Meskipun tersenyum cara Aruna menatap Jakson seakan menelanjangi Jakson, seolah-olah ada konspirasi di sini. Elena melirik ke arah Aruna lalu bergerak ke arah Jakson, Elena tahu jika Aruna tinggal bersama Jakson demi Mentari. Namun, kenapa rasanya ada yang mengganjal di hati Elena disetiap ia memperhatikan cara keduanya berbincang-bincang.
"Jangan salah paham, Run. Ini cuma kebetulan aja," sela Elena, suara Elena terdengar parau.
Aruna perlahan bangkit, meraih tangan Mentari. "Iya, Mbak. Mbak Elena tenang aja, aku nggak pernah salah paham kok. Toh, ada pun yang terjadi di antara Mbak Elena dan Mas Jakson itu bukan urusanku."
Jakson melotot, Aruna mengulas senyum polos. Mungkin sahutan Aruna terdengar seperti orang yang tidak ingin ikut campur masalah Jakson dan Elena, nyatanya Aruna—istri Jakson tengah menyindir Jakson.

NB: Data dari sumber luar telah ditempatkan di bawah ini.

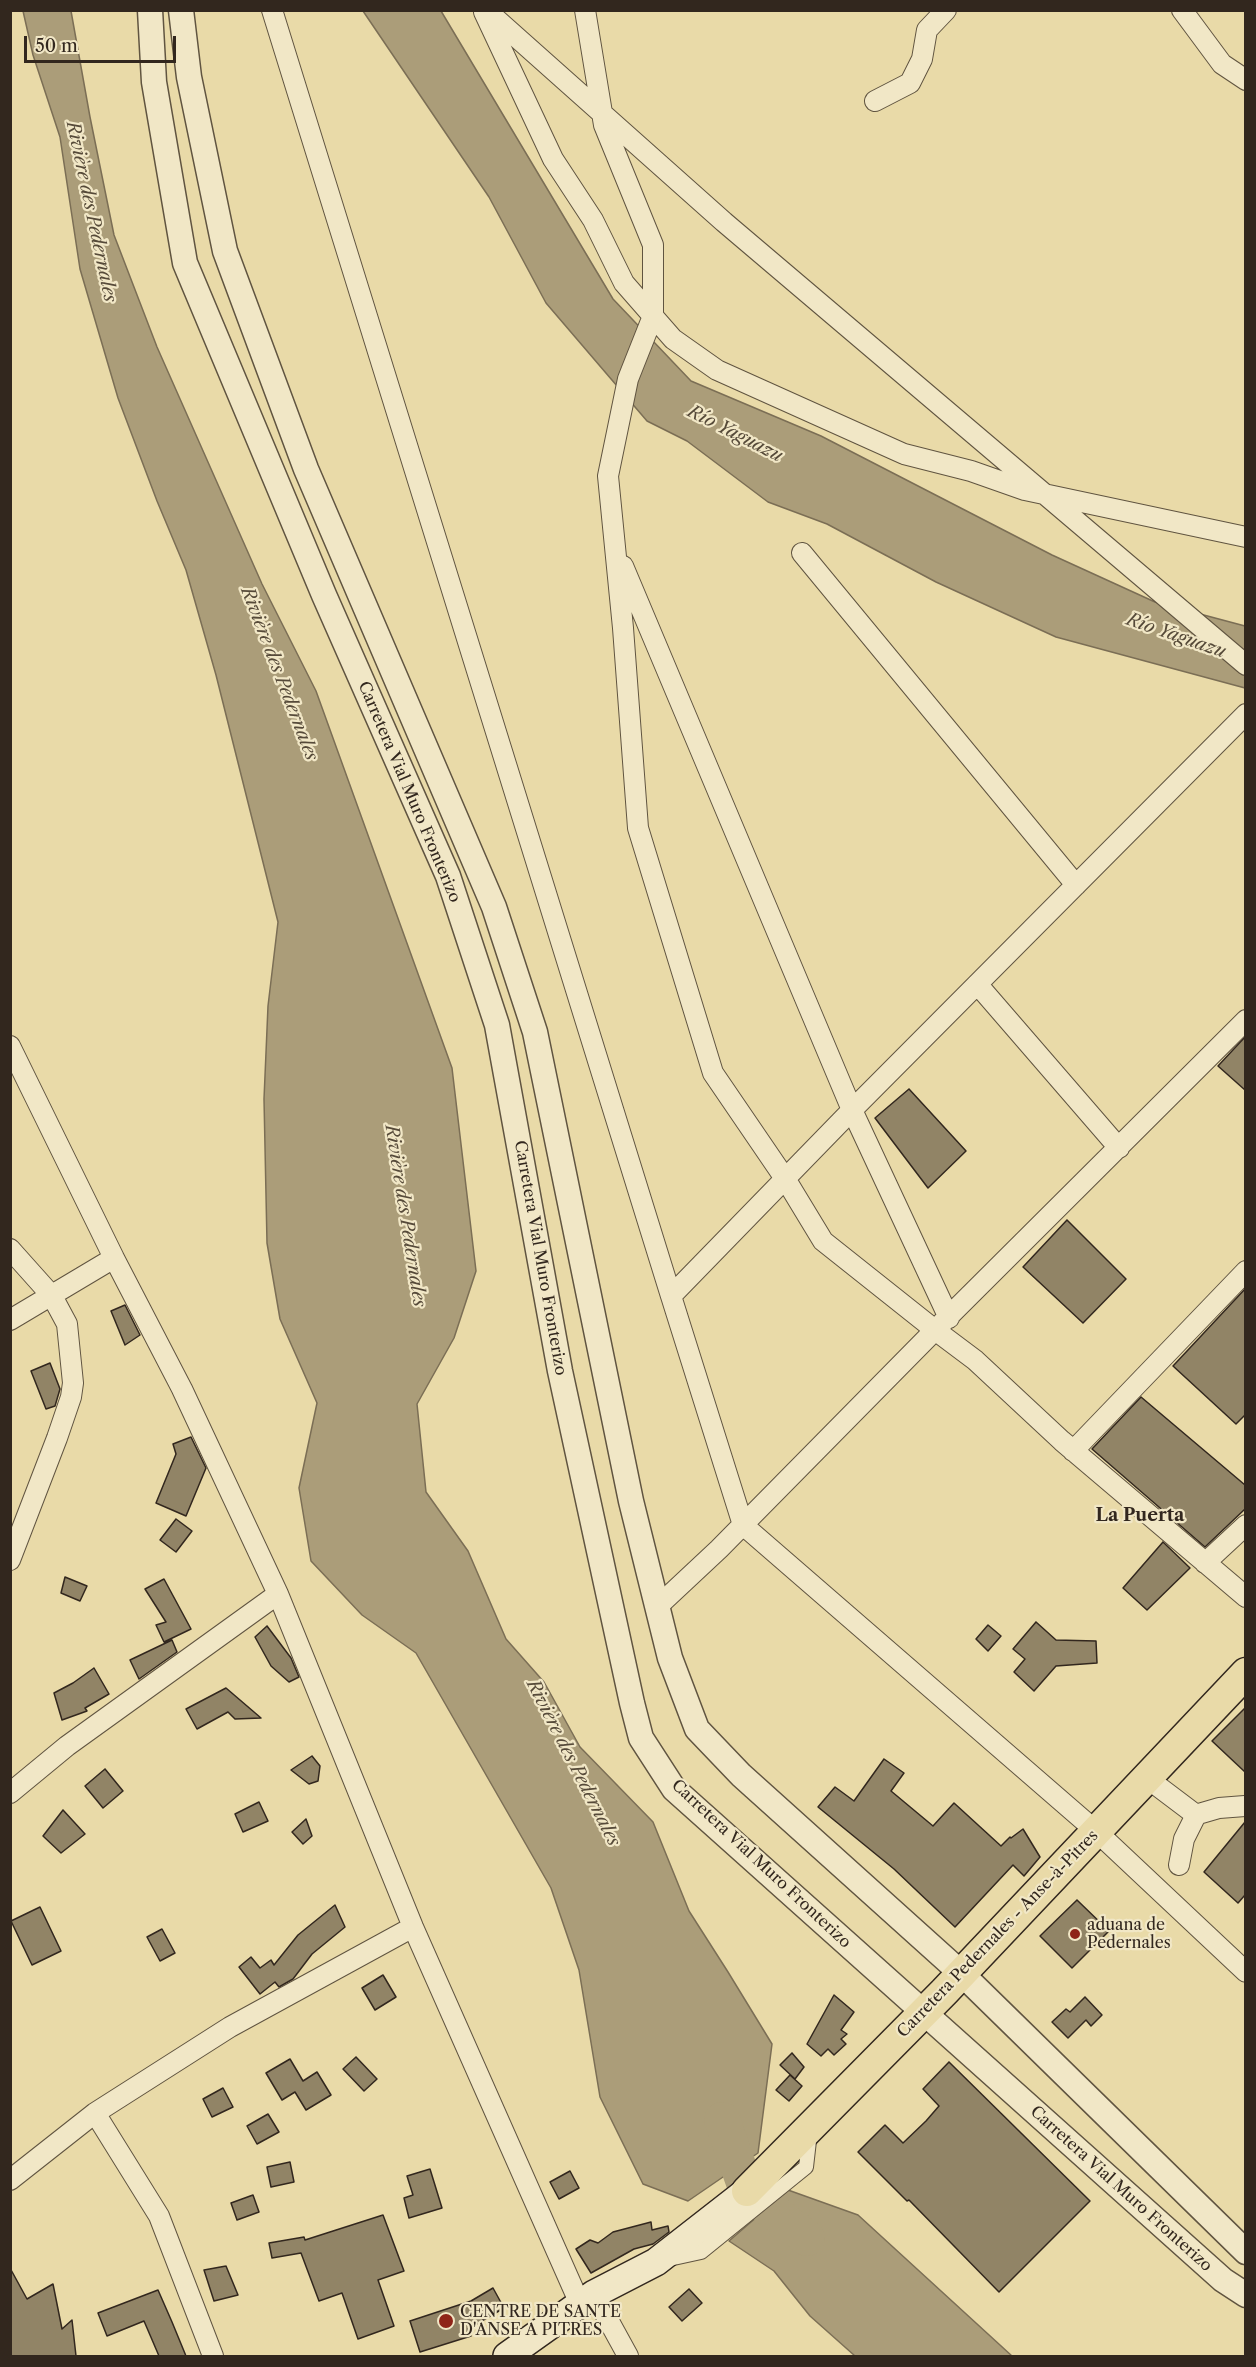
<!DOCTYPE html>
<meta charset="utf-8">
<style>
body{margin:0}
#map{position:relative;width:1256px;height:2367px;overflow:hidden;background:#e9daa8;font-family:"Libre Caslon Text",serif}
canvas{display:block}
.frame{position:absolute;inset:0;border:12px solid #32271e;pointer-events:none}
.scale{position:absolute;left:24px;top:36px;width:152px;height:27px;box-sizing:border-box;border:3px solid #32271e;border-top:0;padding-left:8px;font-size:18px;line-height:21px;white-space:nowrap;color:#32271e;-webkit-text-stroke:4px #f1e7c6;paint-order:stroke}
</style>
<div id="map">
<canvas width="1256" height="2367"></canvas>
<div class="frame"></div>
<div class="scale">50 m</div>
</div>
<script>
const c = document.querySelector('canvas').getContext('2d');
c.lineJoin = 'round';
function paint(path, color) { c.fillStyle = color; c.fill(path, 'evenodd'); }
const shape = rows => new Path2D(rows.map(r => 'M' + r).join(''));
function trace(path, color, width, dash) { c.strokeStyle = color; c.lineWidth = width; c.lineCap = dash ? 'butt' : 'round'; c.setLineDash(dash || []); c.stroke(path); }
function label(font, color, halo, rows, align = 'center') {
  c.font = font + ' "Libre Caslon Text",serif'; c.lineWidth = 4.5; c.setLineDash([]); c.textBaseline = 'middle'; c.strokeStyle = halo; c.fillStyle = color; for (const [text, x, y, turn = 0] of rows) {
    c.save(); c.translate(x, y); c.rotate((+turn || 0) * Math.PI / 180); c.textAlign = isNaN(turn) ? turn : align; if (halo) c.strokeText(text, 0, 0); c.fillText(text, 0, 0); c.restore();
  }
}
const water = shape([
 [23,11,71,11,90,117,114,235,157,347,262,584,316,691,452,1068,476,1271,454,1338,417,1404,426,1492,468,1551,506,1639,544,1682,580,1747,653,1822,689,1911,728,1972,772,2044,758,2153,688,2201,643,2184,600,2097,579,1970,551,1888,416,1653,362,1615,311,1561,299,1488,317,1403,280,1319,267,1243,264,1099,268,1006,278,922,216,675,186,570,157,501,118,398,80,269,60,137,33,55,23,11],
 [363,11,441,11,613,299,691,381,821,436,1052,555,1155,602,1245,626,1245,688,1056,637,936,582,827,524,768,502,687,441,647,421,546,303,489,197,363,11],
 [788,2190,858,2215,1012,2356,855,2356,810,2316,774,2271,729,2241,788,2190]
]);
paint(water, '#ab9d79');
trace(water, '#7b6e55', 1.5);
trace(shape([
 [722,2120,747,2191,807,2238]
]), '#ab9d79', 36);
const building = shape([
 [1245,1037,1245,1090,1218,1066,1245,1037],
 [909,1089,966,1151,928,1188,875,1118,909,1089],
 [1067,1220,1126,1279,1083,1323,1023,1267,1067,1220],
 [1245,1289,1245,1415,1236,1424,1173,1366,1245,1289],
 [125,1305,140,1335,125,1345,111,1311,125,1305],
 [50,1363,60,1389,55,1406,46,1409,31,1371,50,1363],
 [1141,1397,1245,1485,1245,1509,1205,1547,1092,1449,1141,1397],
 [191,1437,206,1468,186,1516,156,1503,176,1454,173,1444,191,1437],
 [176,1519,192,1531,176,1552,160,1540,176,1519],
 [1163,1542,1190,1568,1147,1610,1123,1588,1163,1542],
 [65,1577,87,1586,80,1601,61,1593,65,1577],
 [164,1579,191,1629,164,1642,156,1625,166,1622,145,1589,164,1579],
 [1036,1622,1056,1640,1096,1641,1097,1663,1056,1666,1034,1691,1014,1672,1025,1659,1013,1649,1036,1622],
 [988,1625,1001,1636,988,1651,976,1639,988,1625],
 [267,1626,291,1658,299,1677,289,1682,271,1666,255,1637,267,1626],
 [172,1640,177,1652,139,1679,130,1660,172,1640],
 [94,1668,109,1694,85,1708,87,1711,62,1720,54,1693,73,1683,94,1668],
 [226,1688,261,1718,235,1719,228,1712,197,1729,186,1709,226,1688],
 [1245,1708,1245,1772,1212,1741,1245,1708],
 [312,1756,320,1766,318,1781,309,1784,291,1770,312,1756],
 [884,1759,904,1773,891,1791,933,1826,954,1803,1001,1846,1010,1837,1011,1838,1023,1829,1040,1857,1024,1876,1013,1865,955,1927,894,1869,818,1807,835,1787,854,1801,884,1759],
 [105,1769,123,1791,103,1808,85,1786,105,1769],
 [259,1802,268,1821,243,1832,235,1814,259,1802],
 [63,1810,85,1834,61,1853,43,1836,63,1810],
 [306,1819,312,1836,303,1844,292,1832,306,1819],
 [1245,1822,1245,1895,1238,1903,1204,1872,1245,1822],
 [1077,1900,1109,1931,1072,1968,1040,1936,1077,1900],
 [335,1905,345,1927,312,1954,293,1979,279,1987,275,1982,260,1994,239,1967,251,1957,260,1968,271,1960,274,1965,298,1935,335,1905],
 [40,1907,61,1951,32,1965,11,1921,40,1907],
 [162,1929,175,1953,160,1961,147,1937,162,1929],
 [383,1975,396,1997,375,2010,362,1988,383,1975],
 [834,1995,854,2012,841,2030,847,2034,841,2039,846,2044,834,2055,828,2049,821,2056,807,2044,834,1995],
 [1085,1997,1102,2015,1091,2026,1086,2020,1068,2038,1052,2022,1066,2009,1070,2012,1085,1997],
 [792,2053,804,2067,795,2079,780,2065,792,2053],
 [356,2057,377,2079,364,2091,343,2069,356,2057],
 [290,2059,303,2081,317,2072,331,2095,306,2110,295,2092,282,2100,266,2073,290,2059],
 [949,2062,1090,2201,999,2292,909,2200,907,2201,858,2152,885,2125,903,2143,926,2121,939,2106,923,2089,949,2062],
 [790,2075,802,2086,789,2101,776,2090,790,2075],
 [223,2088,233,2107,212,2117,203,2099,223,2088],
 [268,2114,279,2132,257,2144,247,2126,268,2114],
 [290,2162,294,2182,271,2187,267,2167,290,2162],
 [430,2169,442,2208,409,2218,404,2198,413,2195,407,2176,430,2169],
 [570,2171,579,2188,559,2199,550,2182,570,2171],
 [253,2195,259,2212,237,2220,231,2203,253,2195],
 [383,2215,404,2271,378,2280,394,2326,358,2339,342,2293,319,2301,301,2253,272,2258,269,2243,304,2237,305,2240,383,2215],
 [651,2222,652,2230,668,2226,669,2232,653,2244,634,2249,591,2273,576,2249,590,2240,598,2243,613,2232,651,2222],
 [226,2266,238,2295,214,2301,204,2270,226,2266],
 [10,2268,27,2299,53,2284,62,2329,72,2320,76,2356,10,2356,10,2268],
 [493,2288,504,2308,468,2329,471,2336,420,2352,410,2321,471,2301,493,2288],
 [689,2289,702,2303,682,2321,669,2307,689,2289],
 [158,2290,172,2322,186,2356,159,2356,144,2321,107,2336,98,2313,158,2290]
]);
paint(building, '#918466');
trace(building, '#32271e', 1.5);
const pedestrian = shape([
 [669,2259,701,2252,806,2167,810,2132]
]);
const minor = shape([
 [272,10,671,1296],
 [486,10,724,222,1246,665],
 [585,10,604,125,653,245,653,316,628,379,608,476,623,628,638,828,713,1073,786,1180,823,1241,935,1330,975,1360,1062,1441,1246,1597],
 [1182,10,1222,64,1246,80],
 [484,12,553,159,593,220,624,283,673,339,717,370,904,454,971,471,1025,490,1246,537],
 [875,101,910,83,922,59,927,30,946,10],
 [802,553,1076,885],
 [623,566,852,1110,949,1318],
 [1246,714,852,1110,671,1296,743,1525,1097,1832,1246,1972],
 [978,985,1119,1148],
 [10,1046,114,1258,182,1389,278,1594,413,1927,580,2304],
 [10,1249,52,1296,67,1324,73,1383,71,1397,57,1438,10,1560],
 [10,1320,114,1258],
 [1073,1451,1246,1271],
 [1205,1563,1246,1525],
 [657,1607,719,1549,935,1330,1246,1020],
 [1147,1778,1196,1815,1184,1839,1179,1865],
 [10,1793,67,1746,278,1594],
 [1195,1815,1219,1808,1245,1806],
 [95,2113,159,2216,213,2356],
 [10,2180,95,2113,230,2027,413,1927],
 [594,2294,628,2356]
]);
const tertiary = shape([
 [150,10,154,82,185,263,324,595,448,876,497,1025,560,1371,632,1703,641,1738,674,1789,1223,2280,1246,2295],
 [181,10,189,77,225,251,306,469,494,907,535,1032,631,1501,670,1658,697,1729,741,1775,961,1973,1246,2252]
]);
const secondary = shape([
 [507,2356,594,2294,656,2262,747,2191]
]);
const primary = shape([
 [747,2191,944,1992,1246,1673]
]);
trace(pedestrian, '#605440', 16);
trace(minor, '#605440', 22);
trace(tertiary, '#605440', 27);
trace(secondary, '#32271e', 30);
trace(primary, '#32271e', 33);
trace(pedestrian, '#f1e7c6', 14);
trace(minor, '#f1e7c6', 20);
trace(tertiary, '#f1e7c6', 24);
trace(secondary, '#f1e7c6', 27);
trace(primary, '#e9daa8', 30);
for (const [x, y, r, color] of [
 [1075,1934,6,"#8f2418"],
 [446,2321,8,"#8f2418"]
]) { const dot = new Path2D(); dot.arc(x, y, r, 0, 2 * Math.PI); c.fillStyle = color; c.fill(dot); trace(dot, '#f1e7c6', 2); }
label('16px', '#32271e', '#f1e7c6', [
 ["Carretera Vial Muro Fronterizo",409,792,67],
 ["Carretera Vial Muro Fronterizo",540,1258,80],
 ["Carretera Vial Muro Fronterizo",761,1864,43],
 ["Carretera Pedernales - Anse-à-Pitres",998,1934,-46],
 ["Carretera Vial Muro Fronterizo",1121,2189,42]
]);
label('16px', '#32271e', '#f1e7c6', [
 ["aduana de",1087,1925],
 ["Pedernales",1087,1943],
 ["CENTRE DE SANTE",460,2312],
 ["D'ANSE A PITRES",460,2330]
], 'left');
label('italic 18px', '#564a39', '#f1e7c6', [
 ["Rivière des Pedernales",91,212,78],
 ["Río Yaguazu",735,434,27],
 ["Río Yaguazu",1176,636,19],
 ["Rivière des Pedernales",279,674,69],
 ["Rivière des Pedernales",405,1216,81],
 ["Rivière des Pedernales",573,1763,63]
]);
label('bold 18px', '#32271e', '#f1e7c6', [
 ["La Puerta",1140,1516]
]);
</script>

Cherry dan Mentari sebagai penonton, hanya menatap tidak paham pada mereka bertiga.
"Kalo gitu, aku permisi dulu Mbak. Silakan dilanjut," sambung Aruna, tangannya meraih pergelangan tangan Mentari.
Membawa Mentari menuju ruangan tengah, Cherry yang tadinya sibuk bermain ponsel milik sang ibu. Kini berdiri melangkah mengikuti Mentari dan Aruna, Elena menghela napas berat.
"Keknya Aruna..., salah paham," gumam Elena.
Jakson mengeleng, "Kamu tenang aja, dia pasti paham kalo aku cuma nenangin kamu, El."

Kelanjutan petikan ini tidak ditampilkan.